Let's complain, shall we? Many american websites take a long time to load, and when they do they sometimes load strangely, and some don't load at all. I'm very fortunate that blogger.com works, or else I wouldn't be able to post these blogs, although it's incorrigibly in Chinese for some reason, as I've mentioned previously. While blogger sort of works, for some reason I can't read people's blogs at blogspot.com (where blogger posts). I have a few friends who have posted blogs since I've been here that I haven't been able to read because of this. And they only publish the first few sentences to aggregators like google reader. They also choose not to import the notes into facebook, like I do (although I suspect it would only publish the first few sentences as well). Sorry for the geeky talk, the biggest problem is, I can't even see my own blog once I've posted them unless I wait for it to import to facebook and read it there. Stupid? Yes, very stupid. I also suspect, as I will very cautiously hypothesise, that it has something to do with the gof-erm-ent being comi-you-nest (I wrote that in code in case this blog is being scanned electronically). I am 86% serious, btw. I remember reading something about Ch*na blocking certain websites. Blogs would be an obvious target, where someone could potentially read other people's negative opinions about the gof-erm-ent. So I continue to work around the frustrating roadblocks. I'm like a ninja that way. And other ways, like how I can lift rocks with my mind. Oh, I'm like a Jedi too. Like how I can talk to animals and control fire and my skin is silver. Oh, I'm like captain planet too. Like how I have no eyebrows and dreads of power. Oh, I'm like Whoopie Goldberg too.

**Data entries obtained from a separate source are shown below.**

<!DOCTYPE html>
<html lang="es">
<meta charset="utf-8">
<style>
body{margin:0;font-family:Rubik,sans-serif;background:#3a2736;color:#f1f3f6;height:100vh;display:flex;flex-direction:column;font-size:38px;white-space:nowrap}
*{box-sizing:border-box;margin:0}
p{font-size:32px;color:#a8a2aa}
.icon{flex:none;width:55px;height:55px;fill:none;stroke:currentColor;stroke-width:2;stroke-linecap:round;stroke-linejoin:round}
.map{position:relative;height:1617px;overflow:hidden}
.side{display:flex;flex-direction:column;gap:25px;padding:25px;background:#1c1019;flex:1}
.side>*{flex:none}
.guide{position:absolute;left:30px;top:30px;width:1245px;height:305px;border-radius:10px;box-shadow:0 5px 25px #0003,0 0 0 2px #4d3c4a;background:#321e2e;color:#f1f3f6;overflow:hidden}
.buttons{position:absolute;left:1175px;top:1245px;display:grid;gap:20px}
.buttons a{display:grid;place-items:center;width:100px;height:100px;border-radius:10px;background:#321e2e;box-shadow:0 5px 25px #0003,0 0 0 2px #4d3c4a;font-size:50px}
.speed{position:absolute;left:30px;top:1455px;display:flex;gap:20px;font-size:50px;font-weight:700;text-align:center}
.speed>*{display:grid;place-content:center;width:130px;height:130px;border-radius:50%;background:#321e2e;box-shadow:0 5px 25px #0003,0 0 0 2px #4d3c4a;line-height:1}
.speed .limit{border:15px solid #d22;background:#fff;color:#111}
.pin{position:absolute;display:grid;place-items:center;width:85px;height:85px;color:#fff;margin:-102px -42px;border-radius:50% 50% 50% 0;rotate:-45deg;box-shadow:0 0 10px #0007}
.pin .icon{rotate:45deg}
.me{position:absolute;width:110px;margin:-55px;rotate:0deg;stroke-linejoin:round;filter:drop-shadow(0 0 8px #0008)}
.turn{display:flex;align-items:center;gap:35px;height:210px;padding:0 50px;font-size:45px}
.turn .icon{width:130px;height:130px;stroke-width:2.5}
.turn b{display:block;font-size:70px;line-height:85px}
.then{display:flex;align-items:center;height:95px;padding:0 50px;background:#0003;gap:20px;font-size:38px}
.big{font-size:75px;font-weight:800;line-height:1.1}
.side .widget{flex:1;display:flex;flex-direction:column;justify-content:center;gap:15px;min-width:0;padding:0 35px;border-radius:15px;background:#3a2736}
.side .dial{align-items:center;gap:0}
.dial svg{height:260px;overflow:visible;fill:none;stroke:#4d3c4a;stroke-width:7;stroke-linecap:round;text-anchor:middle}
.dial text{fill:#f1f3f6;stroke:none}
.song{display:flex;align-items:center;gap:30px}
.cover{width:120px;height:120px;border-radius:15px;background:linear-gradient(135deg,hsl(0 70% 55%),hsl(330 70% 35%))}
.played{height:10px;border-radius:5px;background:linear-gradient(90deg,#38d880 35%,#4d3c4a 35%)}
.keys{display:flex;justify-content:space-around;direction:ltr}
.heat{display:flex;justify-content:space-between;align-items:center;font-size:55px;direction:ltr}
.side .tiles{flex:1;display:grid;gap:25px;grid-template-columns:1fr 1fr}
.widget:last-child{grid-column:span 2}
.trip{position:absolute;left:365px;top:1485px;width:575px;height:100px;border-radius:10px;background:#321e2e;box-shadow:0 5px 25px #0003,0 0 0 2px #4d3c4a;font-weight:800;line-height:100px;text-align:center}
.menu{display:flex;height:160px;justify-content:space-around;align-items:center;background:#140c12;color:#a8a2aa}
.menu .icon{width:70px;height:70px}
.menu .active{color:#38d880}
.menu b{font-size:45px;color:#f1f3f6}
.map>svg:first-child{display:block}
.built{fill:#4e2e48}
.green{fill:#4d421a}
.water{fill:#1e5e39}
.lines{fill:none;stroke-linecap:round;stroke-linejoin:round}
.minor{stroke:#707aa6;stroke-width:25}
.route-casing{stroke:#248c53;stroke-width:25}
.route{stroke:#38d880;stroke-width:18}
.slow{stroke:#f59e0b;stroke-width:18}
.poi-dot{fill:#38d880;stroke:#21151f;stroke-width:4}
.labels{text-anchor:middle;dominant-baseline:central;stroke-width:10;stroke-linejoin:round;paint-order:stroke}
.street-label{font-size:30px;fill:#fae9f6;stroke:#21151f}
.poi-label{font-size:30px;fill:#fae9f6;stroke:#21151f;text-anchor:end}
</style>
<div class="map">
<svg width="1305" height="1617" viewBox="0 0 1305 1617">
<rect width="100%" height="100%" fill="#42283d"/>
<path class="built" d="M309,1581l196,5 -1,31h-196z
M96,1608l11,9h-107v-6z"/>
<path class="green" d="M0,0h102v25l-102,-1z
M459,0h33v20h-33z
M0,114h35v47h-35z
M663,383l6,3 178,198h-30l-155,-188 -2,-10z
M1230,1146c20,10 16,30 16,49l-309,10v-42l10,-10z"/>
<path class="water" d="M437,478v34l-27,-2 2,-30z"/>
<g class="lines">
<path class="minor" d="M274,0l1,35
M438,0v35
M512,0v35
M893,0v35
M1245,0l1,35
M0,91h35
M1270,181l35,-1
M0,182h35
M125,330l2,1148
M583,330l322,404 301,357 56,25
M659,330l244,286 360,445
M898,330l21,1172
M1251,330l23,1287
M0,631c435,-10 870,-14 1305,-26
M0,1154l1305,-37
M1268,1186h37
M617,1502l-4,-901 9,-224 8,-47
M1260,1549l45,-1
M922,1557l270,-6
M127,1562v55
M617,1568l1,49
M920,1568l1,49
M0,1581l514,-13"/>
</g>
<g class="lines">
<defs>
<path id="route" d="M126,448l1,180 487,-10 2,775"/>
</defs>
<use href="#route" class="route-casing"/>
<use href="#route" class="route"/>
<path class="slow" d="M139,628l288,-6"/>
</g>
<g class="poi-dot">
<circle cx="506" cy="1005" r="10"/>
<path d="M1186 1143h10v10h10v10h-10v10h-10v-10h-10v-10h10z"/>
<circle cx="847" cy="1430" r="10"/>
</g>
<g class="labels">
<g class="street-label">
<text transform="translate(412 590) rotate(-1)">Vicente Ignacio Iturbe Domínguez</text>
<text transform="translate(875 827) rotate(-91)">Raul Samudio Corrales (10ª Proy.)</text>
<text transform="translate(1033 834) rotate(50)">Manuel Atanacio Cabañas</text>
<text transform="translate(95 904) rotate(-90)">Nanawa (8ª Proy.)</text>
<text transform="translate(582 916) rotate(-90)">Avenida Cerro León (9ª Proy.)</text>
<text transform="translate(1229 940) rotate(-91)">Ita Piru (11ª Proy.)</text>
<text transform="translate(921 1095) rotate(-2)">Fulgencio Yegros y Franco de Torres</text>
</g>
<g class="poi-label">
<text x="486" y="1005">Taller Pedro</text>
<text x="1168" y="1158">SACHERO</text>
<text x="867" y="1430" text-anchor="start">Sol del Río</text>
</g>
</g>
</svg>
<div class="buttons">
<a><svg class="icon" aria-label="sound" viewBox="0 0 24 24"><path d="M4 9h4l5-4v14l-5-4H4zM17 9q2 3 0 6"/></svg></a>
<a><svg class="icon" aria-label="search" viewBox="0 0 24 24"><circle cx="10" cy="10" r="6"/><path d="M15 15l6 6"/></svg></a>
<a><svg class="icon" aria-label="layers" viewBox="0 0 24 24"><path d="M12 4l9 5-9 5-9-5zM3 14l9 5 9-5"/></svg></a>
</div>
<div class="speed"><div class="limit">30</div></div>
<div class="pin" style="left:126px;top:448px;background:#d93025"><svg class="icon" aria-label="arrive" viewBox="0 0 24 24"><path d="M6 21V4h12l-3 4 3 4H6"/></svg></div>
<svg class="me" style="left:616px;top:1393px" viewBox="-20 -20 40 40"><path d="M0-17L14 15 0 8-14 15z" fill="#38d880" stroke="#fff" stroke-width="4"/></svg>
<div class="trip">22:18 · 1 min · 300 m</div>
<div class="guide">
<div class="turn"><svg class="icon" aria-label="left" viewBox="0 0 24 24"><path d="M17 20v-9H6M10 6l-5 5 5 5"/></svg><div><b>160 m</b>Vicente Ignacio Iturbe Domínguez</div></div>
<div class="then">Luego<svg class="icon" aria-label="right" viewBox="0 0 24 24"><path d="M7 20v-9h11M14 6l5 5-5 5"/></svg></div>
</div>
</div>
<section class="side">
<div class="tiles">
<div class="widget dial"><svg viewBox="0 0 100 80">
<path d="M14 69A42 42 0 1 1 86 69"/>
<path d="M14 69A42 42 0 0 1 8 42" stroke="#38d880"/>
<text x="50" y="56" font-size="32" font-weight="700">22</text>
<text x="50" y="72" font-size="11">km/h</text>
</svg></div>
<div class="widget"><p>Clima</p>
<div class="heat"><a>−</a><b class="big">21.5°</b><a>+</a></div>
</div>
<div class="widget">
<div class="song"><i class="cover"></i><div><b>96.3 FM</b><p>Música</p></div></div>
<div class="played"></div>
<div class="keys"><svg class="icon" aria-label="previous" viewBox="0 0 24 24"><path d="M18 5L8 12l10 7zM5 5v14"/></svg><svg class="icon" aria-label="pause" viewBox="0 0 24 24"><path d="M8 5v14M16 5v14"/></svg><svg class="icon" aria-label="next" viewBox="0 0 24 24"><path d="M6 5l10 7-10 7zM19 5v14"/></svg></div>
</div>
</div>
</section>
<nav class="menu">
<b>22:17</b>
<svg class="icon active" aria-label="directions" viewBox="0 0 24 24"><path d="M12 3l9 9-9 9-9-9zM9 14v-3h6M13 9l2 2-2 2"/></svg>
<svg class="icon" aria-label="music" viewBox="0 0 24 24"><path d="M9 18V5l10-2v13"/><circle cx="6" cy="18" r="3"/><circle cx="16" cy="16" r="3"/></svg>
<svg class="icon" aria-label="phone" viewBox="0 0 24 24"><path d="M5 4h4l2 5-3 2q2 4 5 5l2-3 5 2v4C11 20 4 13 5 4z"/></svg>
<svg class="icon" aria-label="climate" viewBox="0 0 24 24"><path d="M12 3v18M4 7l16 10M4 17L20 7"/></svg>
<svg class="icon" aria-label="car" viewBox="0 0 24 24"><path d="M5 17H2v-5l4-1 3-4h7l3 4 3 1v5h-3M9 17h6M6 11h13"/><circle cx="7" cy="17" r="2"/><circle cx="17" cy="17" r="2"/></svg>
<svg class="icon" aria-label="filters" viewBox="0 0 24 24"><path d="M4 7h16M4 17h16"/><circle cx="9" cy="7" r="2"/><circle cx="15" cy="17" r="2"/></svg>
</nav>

-SIDEBAR is Whoopie Goldberg Jewish? This thought popped in my head the other day for the first time in my life, and it flipped my world upside down. All the evidence is there. She hangs out with a bunch of Jews (Billy Crystal), she's a comedian in show business (sort of), and her last name is freaking Goldberg! Think about it!
So I don't have tons more to report because my Chinese "friends" bailed on me for karaoke again. God must know of a man waiting for me at karaoke with a gun poised to strike, because he's making it very unlikely that I'll go. I can see him now... "I kill next irriot who sing stupid Jesse's Girl." All I want is to do the robot while singing Mr. Roboto and grabbing an old Chinese man by the shirt while screaming in his face "Domo Arigato, Mr. Roboto!!". I know it's Japanese, and that's especially why I want to do it! He likely wouldn't know what I was singing and be scared out of his mind! Please God, PLEASE let this happen!! But alas, my Chinese friends have to work 57 hours a week. Well boo-freaking-hoo. Actually that sucks, and I can't imagine how they do that every week, but still! STILL!! DOMO (domo) ... DOMO (domo).
So I'm going to delve into a little bit of funkiness, so miss Jackson, if you're nasty, take a seat, but get the kids out of the room. Are they gone? Ok, the toilets here are a hole in the ground. Literally. I don't completely understand how they are supposed to work. I think it's a squatting sort of situation. You ask how I still don't know on my 7th day here? I have a huge large intestine and a sphincter like a steal trap. Just kidding, and that was really gross. The bathrooms at the hotel are western style. But sometimes at work, nature calls and I must keep nature at bay. I tried once, and if it's not too graphic, nearly pissed all over my pants. I gave up on any further transaction and ran for my life. Chinese people must have thighs of steal and amazing aim. Or they crap all over themselves. Guys, I understand not wanting to become too western, but Jesus, a hole in a log is better than this. I hope the gof-erm-ent is reading this part and drafting a law as we speak. The Constipation Proclamation is what I suggest calling it guys, if you are reading this. Also, please let me leave the country Friday cause I've got a show to do back home. Thanx :)
So that's all I've got for now. I hope you guys are keeping Ohio the same, or better than when I left it. Upon my arrival, I expect trumpets and handmaidens. And someone call a juggler, but if he can't make it on short notice, that's ok too. Those guys are hard to book.